The input below:

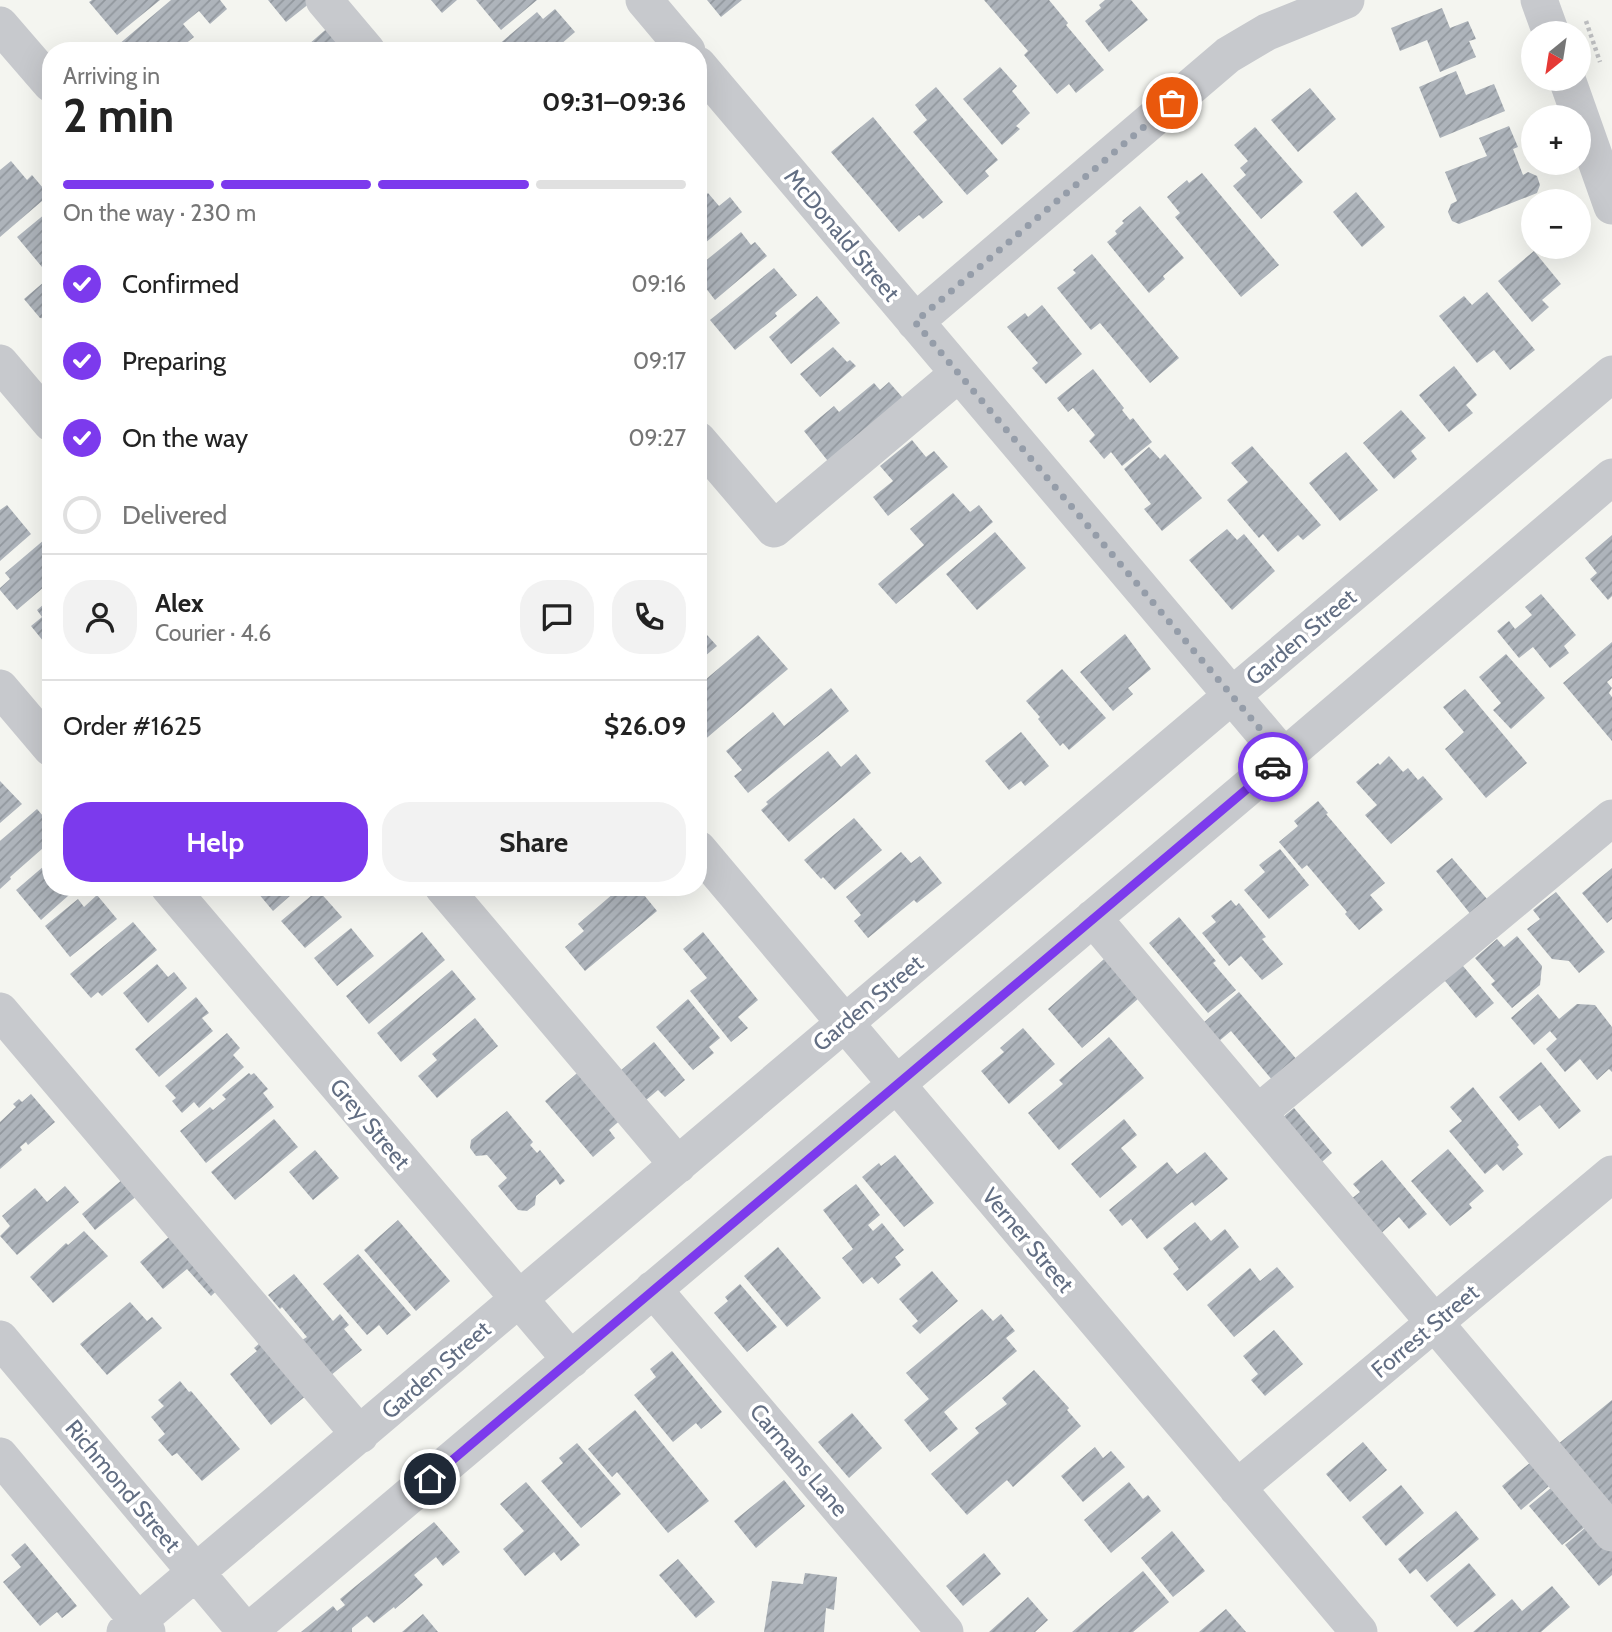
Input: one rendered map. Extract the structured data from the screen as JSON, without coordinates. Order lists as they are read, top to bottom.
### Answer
{
  "streets": {
    "street": [
      "McDonald Street",
      "Garden Street",
      "Grey Street",
      "Verner Street",
      "Forrest Street",
      "Carmans Lane",
      "Richmond Street"
    ]
  },
  "crossings": [
    ["McDonald Street", "Garden Street"],
    ["Garden Street", "Grey Street"],
    ["Garden Street", "Verner Street"],
    ["Garden Street", "Richmond Street"],
    ["Verner Street", "Forrest Street"]
  ],
  "north": "bottom left",
  "page": {
    "map_buttons": ["+", "−"],
    "heading": ["2 min", "Arriving in", "09:31–09:36"],
    "panel": [
      "Alex",
      "Courier · 4.6",
      "Order #1625",
      "$26.09"
    ],
    "bar": "On the way · 230 m",
    "list": [
      ["Confirmed", "09:16"],
      ["Preparing", "09:17"],
      ["On the way", "09:27"],
      "Delivered"
    ],
    "buttons": ["Help", "Share"]
  }
}
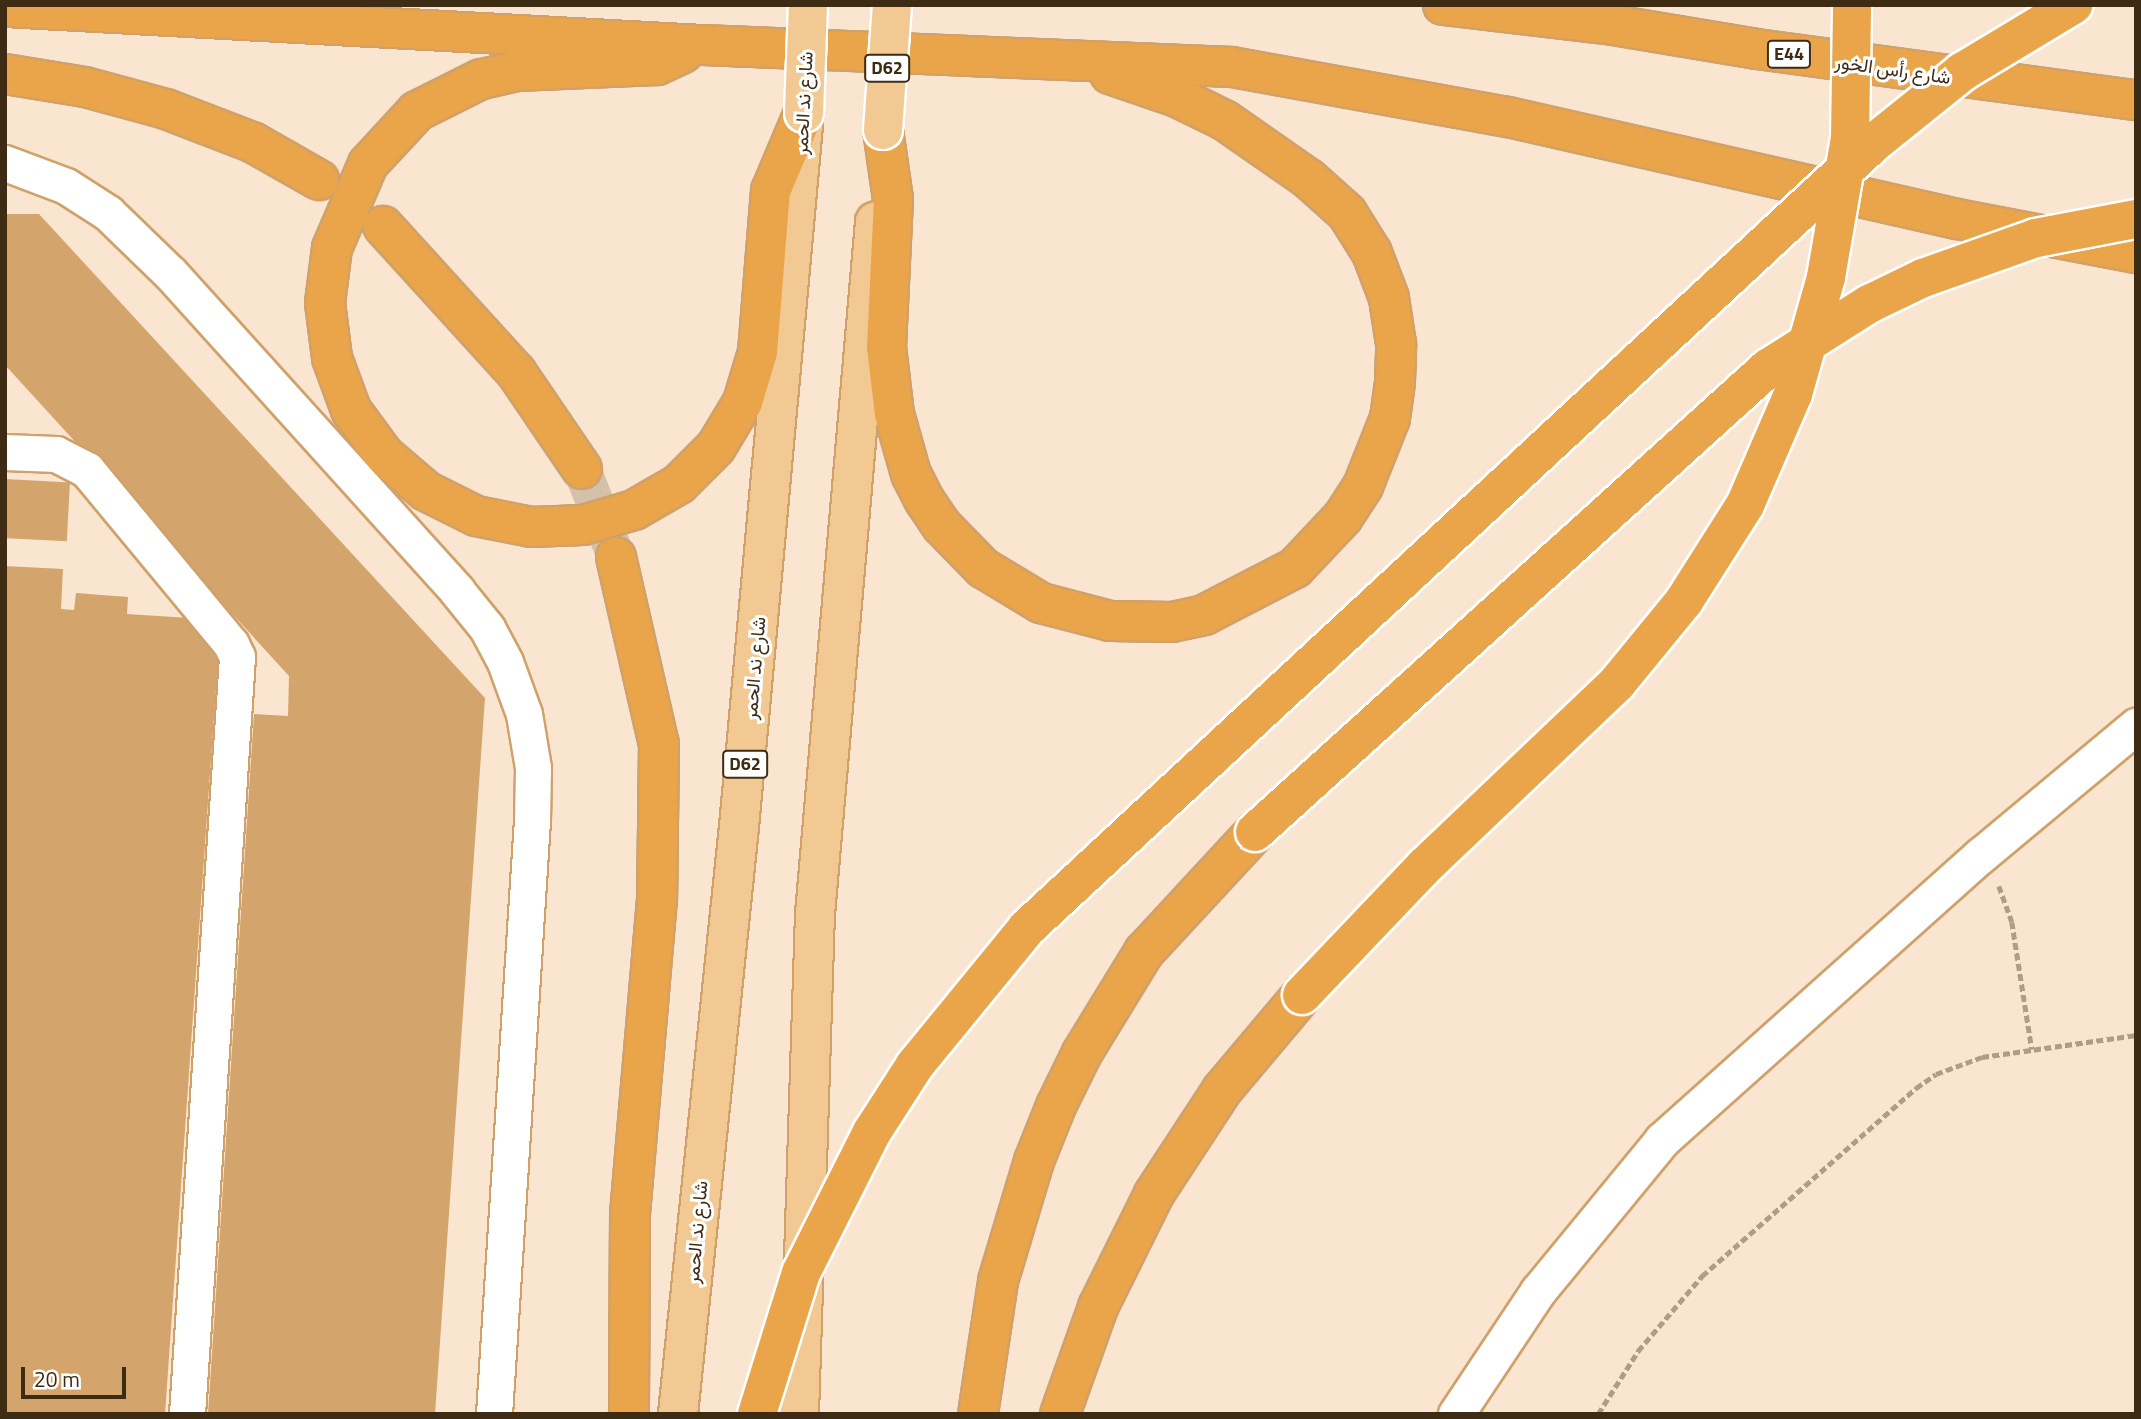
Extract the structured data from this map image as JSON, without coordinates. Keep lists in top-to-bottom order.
{
  "streets": {
    "highway": ["E44", "شارع رأس الخور"],
    "main road": ["D62", "شارع ند الحمر"]
  },
  "scale_bar": "20 m"
}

End of The input.

* What is being asked
With the pictures omitted, reproduce the data above exactly.

* Answer space
Input: one rendered map. Extract the structured data from the screen as JSON, without coordinates. Order lists as they are read, top to bottom.
### Answer
{
  "streets": {
    "street": [
      "McDonald Street",
      "Garden Street",
      "Grey Street",
      "Verner Street",
      "Forrest Street",
      "Carmans Lane",
      "Richmond Street"
    ]
  },
  "crossings": [
    ["McDonald Street", "Garden Street"],
    ["Garden Street", "Grey Street"],
    ["Garden Street", "Verner Street"],
    ["Garden Street", "Richmond Street"],
    ["Verner Street", "Forrest Street"]
  ],
  "north": "bottom left",
  "page": {
    "map_buttons": ["+", "−"],
    "heading": ["2 min", "Arriving in", "09:31–09:36"],
    "panel": [
      "Alex",
      "Courier · 4.6",
      "Order #1625",
      "$26.09"
    ],
    "bar": "On the way · 230 m",
    "list": [
      ["Confirmed", "09:16"],
      ["Preparing", "09:17"],
      ["On the way", "09:27"],
      "Delivered"
    ],
    "buttons": ["Help", "Share"]
  }
}
Extract the structured data from this map image as JSON, without coordinates. Keep lists in top-to-bottom order.
{
  "streets": {
    "highway": ["E44", "شارع رأس الخور"],
    "main road": ["D62", "شارع ند الحمر"]
  },
  "scale_bar": "20 m"
}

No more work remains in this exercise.